In big cities, if you’re a dancer and dance instructor, you’re a dime a dozen. When my partner, Philip McDermott, and I arrived in Labrador City last year, with contracts to teach the entire schedule at the only studio in the small mining town, people we’d never met stopped us on the street, exclaiming, “You’re the dance teachers!” I have never been the anything before, and it was lovely. It also felt like a big responsibility.
Labrador City sits up north in the province of Newfoundland and Labrador. Surrounded for hours in every direction by vast forestlands dotted with lakes, it’s a remote community founded in the 1960s to accommodate workers at the Iron Ore Company of Canada, most of whom came from Newfoundland. Iron ore mining is still the main industry, with most employees working seven days on, seven days off, giving the town a steady rhythm that you can feel. Winters are long and wickedly cold, but the crisp air, abundance of snow and frequent sunshine make up for it. Also, the people here are warm and generous, evident from the first day we arrived. While walking our new bed frame from the post office to our apartment, in no time flat a stranger with a pickup truck pulled up and offered a ride.
For a place ripe with East Coast accents, the town is farther west than one might think — only a 20-minute drive from the border it shares with Northern Quebec. Because a career in the mining industry is so lucrative, and living costs here so affordable, most residents are able to “get out,” as they put it, at least a couple of times a year to see family in Newfoundland, escape the cold in a tropical vacation spot or see their favourite band play in concert in Montreal or Toronto.
We had both been hustling as dance artists in Toronto when this unexpected opportunity popped up. It was a chance to get our feet on the ground, have some steady work for a year or two and experience an environment completely out of the norm for us. Having a studio at our disposal during the day to work on our own choreographic projects was another plus. We both specialize in contemporary and modern dance, but also teach ballet, jazz and hip hop at the studio, which is administered remotely by the owner from St. John’s, the province’s capital.

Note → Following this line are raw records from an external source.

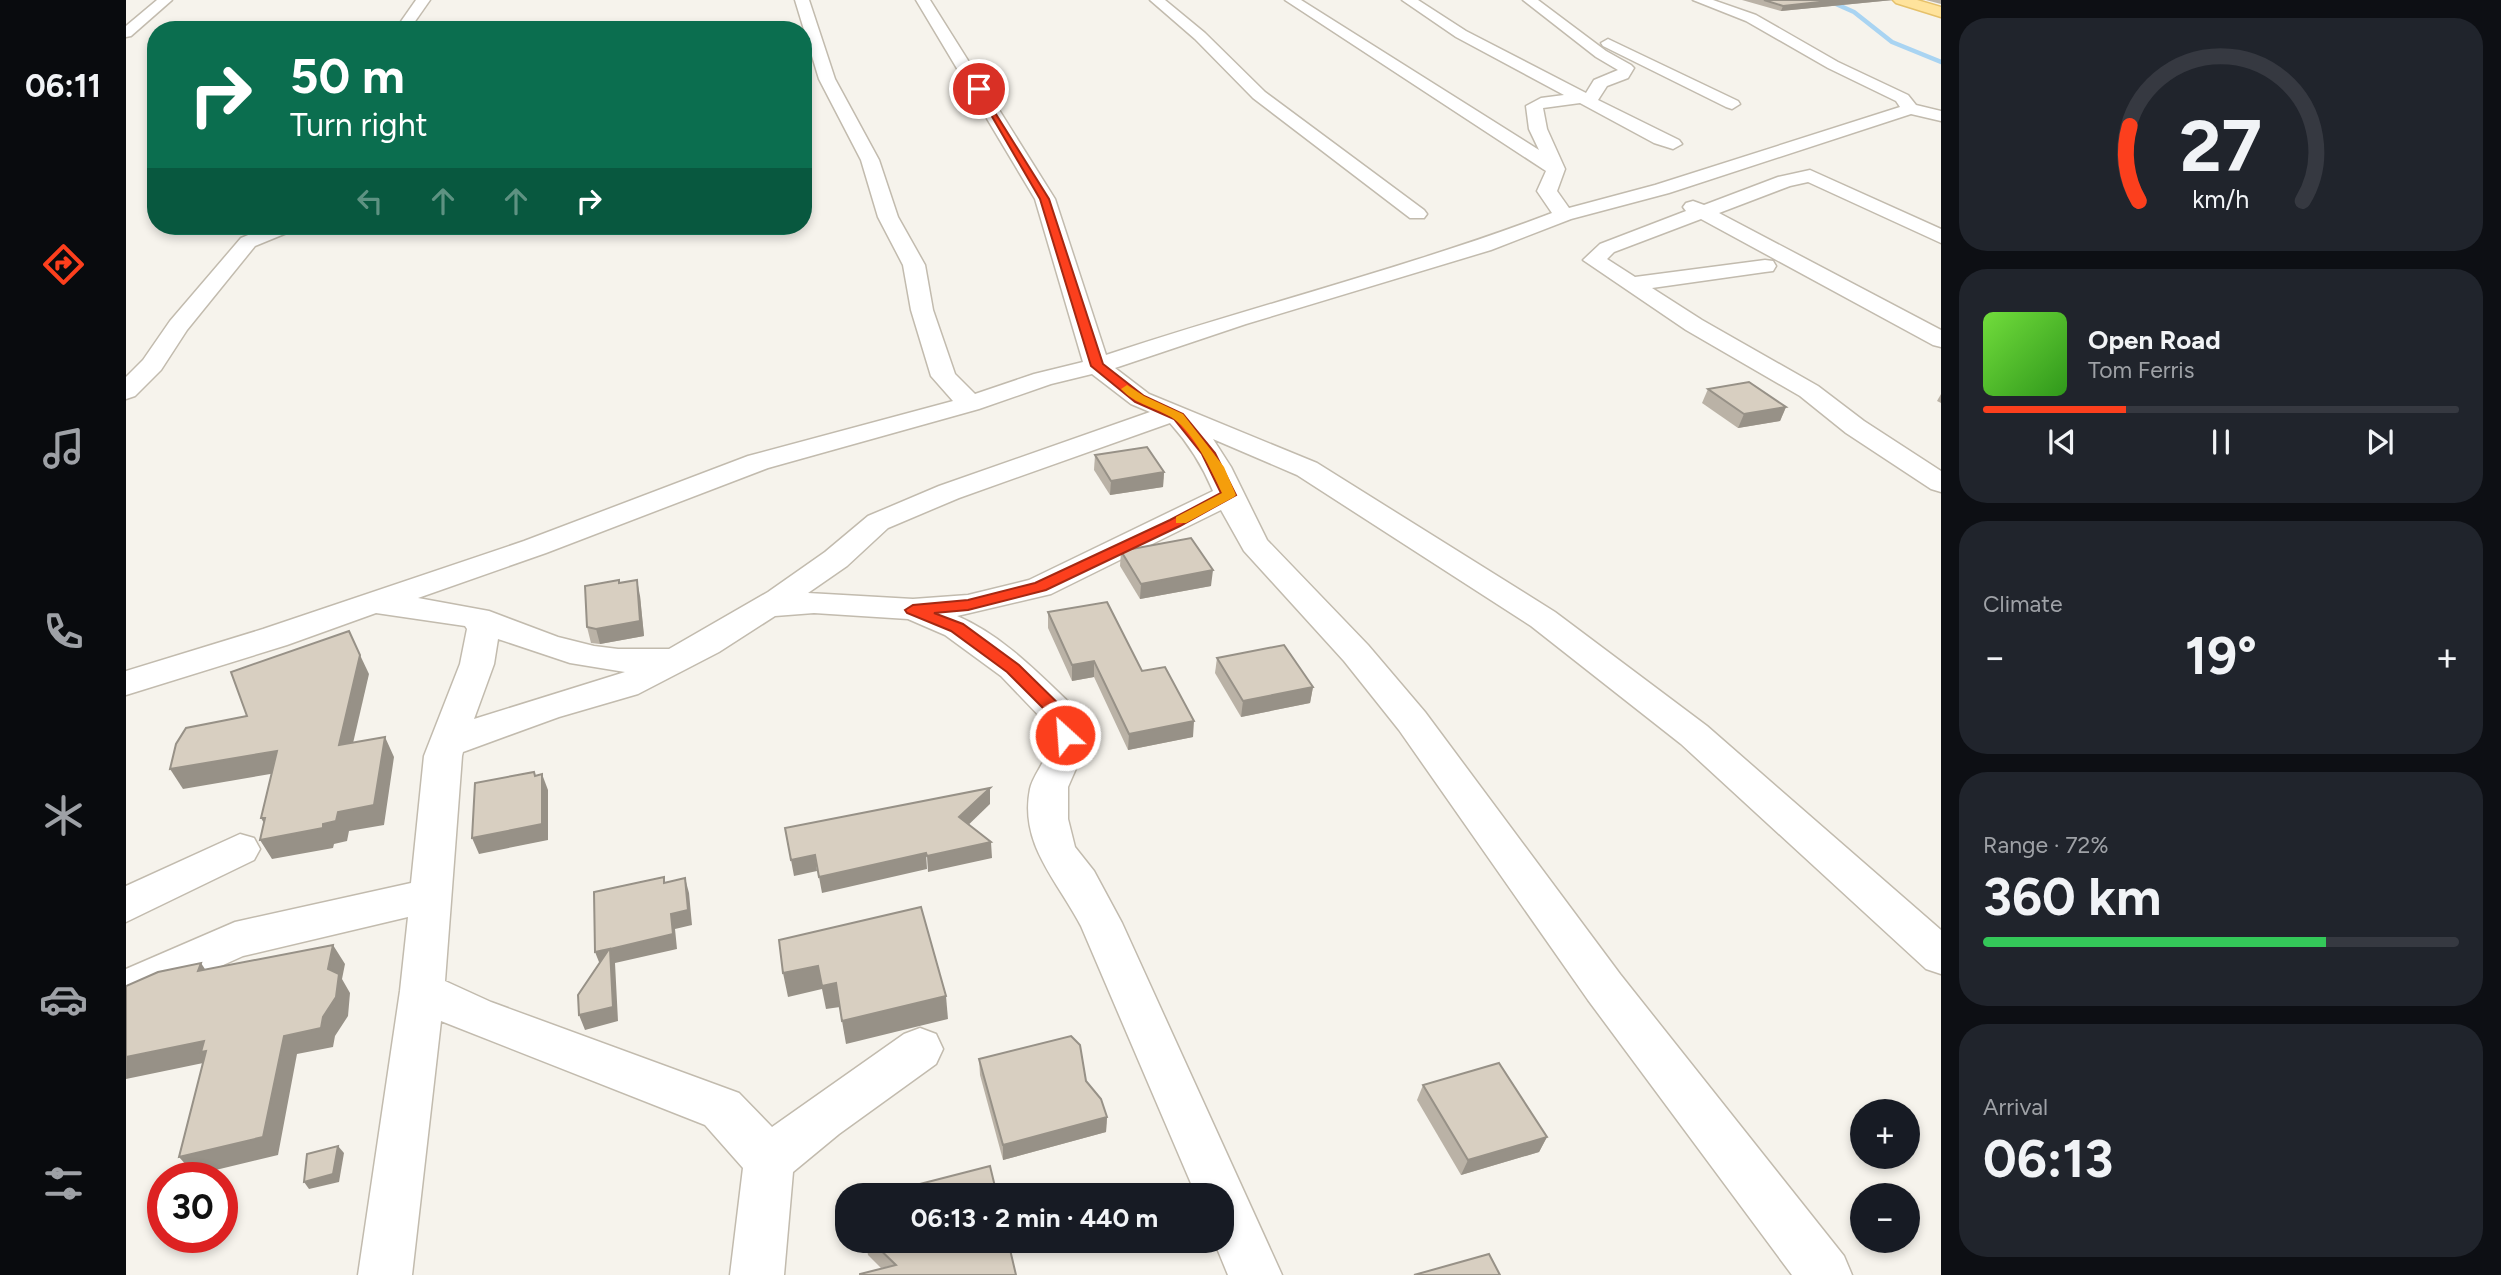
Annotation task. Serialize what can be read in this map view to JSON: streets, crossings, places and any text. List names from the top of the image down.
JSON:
{
  "page": {
    "tabs": "06:11",
    "turn": ["50 m", "Turn right"],
    "song": ["Open Road", "Tom Ferris"],
    "tile": [
      "Climate",
      ["Range · 72%", "360 km"],
      ["Arrival", "06:13"]
    ],
    "heat": ["−", "19°", "+"],
    "map_buttons": ["+", "−"],
    "limit": "30",
    "trip": "06:13 · 2 min · 440 m",
    "gauge": ["27", "km/h"]
  }
}
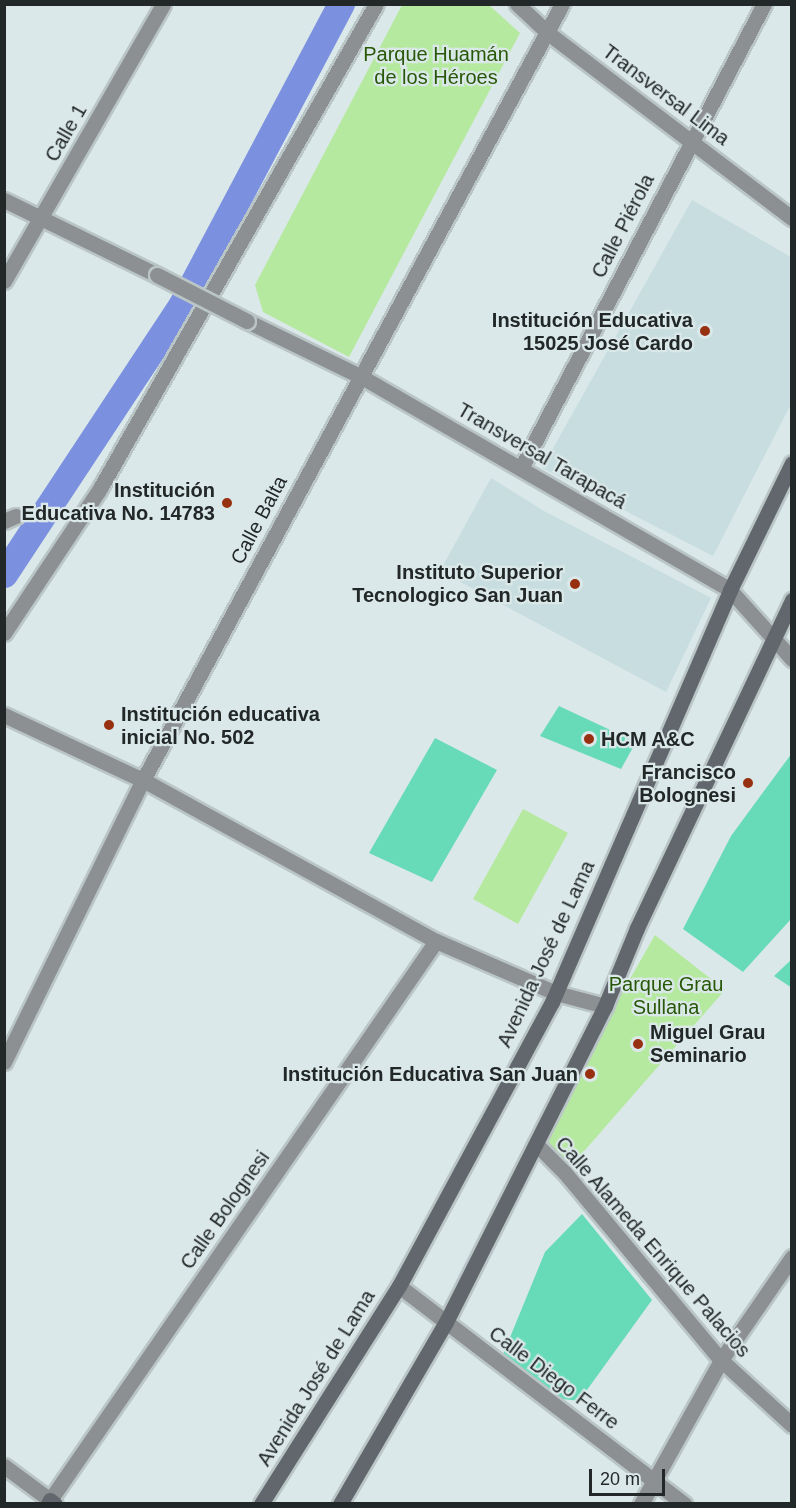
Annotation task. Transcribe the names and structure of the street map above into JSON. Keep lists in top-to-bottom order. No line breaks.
{"streets":{"main road":["Avenida José de Lama"],"street":["Transversal Lima","Calle 1","Calle Piérola","Transversal Tarapacá","Calle Balta","Calle Bolognesi","Calle Alameda Enrique Palacios","Calle Diego Ferre"]},"crossings":[["Transversal Lima","Calle Piérola"],["Transversal Lima","Calle Balta"],["Calle 1","Transversal Tarapacá"],["Calle Piérola","Transversal Tarapacá"],["Transversal Tarapacá","Calle Balta"],["Transversal Tarapacá","Avenida José de Lama"],["Avenida José de Lama","Calle Diego Ferre"]],"parks":["Parque Huamán de los Héroes","Parque Grau Sullana"],"places":["Institución Educativa 15025 José Cardo","Institución Educativa No. 14783","Instituto Superior Tecnologico San Juan","Institución educativa inicial No. 502","HCM A&C","Francisco Bolognesi","Miguel Grau Seminario","Institución Educativa San Juan"],"scale_bar":"20 m"}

Six months after moving to Labrador, COVID presented a whole other angle to the experience. After classes were cancelled in March, we spent most of the lockdown in St. John’s and Vancouver, where our families live. This September, returning for the reopening of the studio, the pandemic seemed to have created a kind of reverse polarization, making small town life far less isolating than a big city. Because there is no community spread in the area, dance classes can be taught in person, modest-sized gatherings are possible and the local brewery — the aptly named Iron Rock Brewing Company — is open and a great venue to hear live music. In all facets of life, we can live with a little bit less fear than those in crowded urban centres.
It’s also easier to feel connected to the rest of the world now that working, teaching and performing online has become so normalized. Last fall, Philip and I performed together twice via livestream from the studio, with financial and presentational support from Arts NL in St. John’s, and from The Response, a contemporary dance company in Vancouver. This would not have been a viable option pre-pandemic, as virtual performances were not common, and even less commonly paid. If a second lockdown happened, we could teach dance to students anywhere in the world from our living room.
This all begs the question, in a post-pandemic, increasingly digital world, how much does where you live matter? Artists in all disciplines are starting to flee expensive cities for lack of work, and even the most established organizations are struggling to cover operational costs, such as Toronto’s Dancemakers, which recently announced its permanent closure after 46 years. The art world’s relationship to geography is changing, and for the moment, the middle of nowhere feels like the place to be.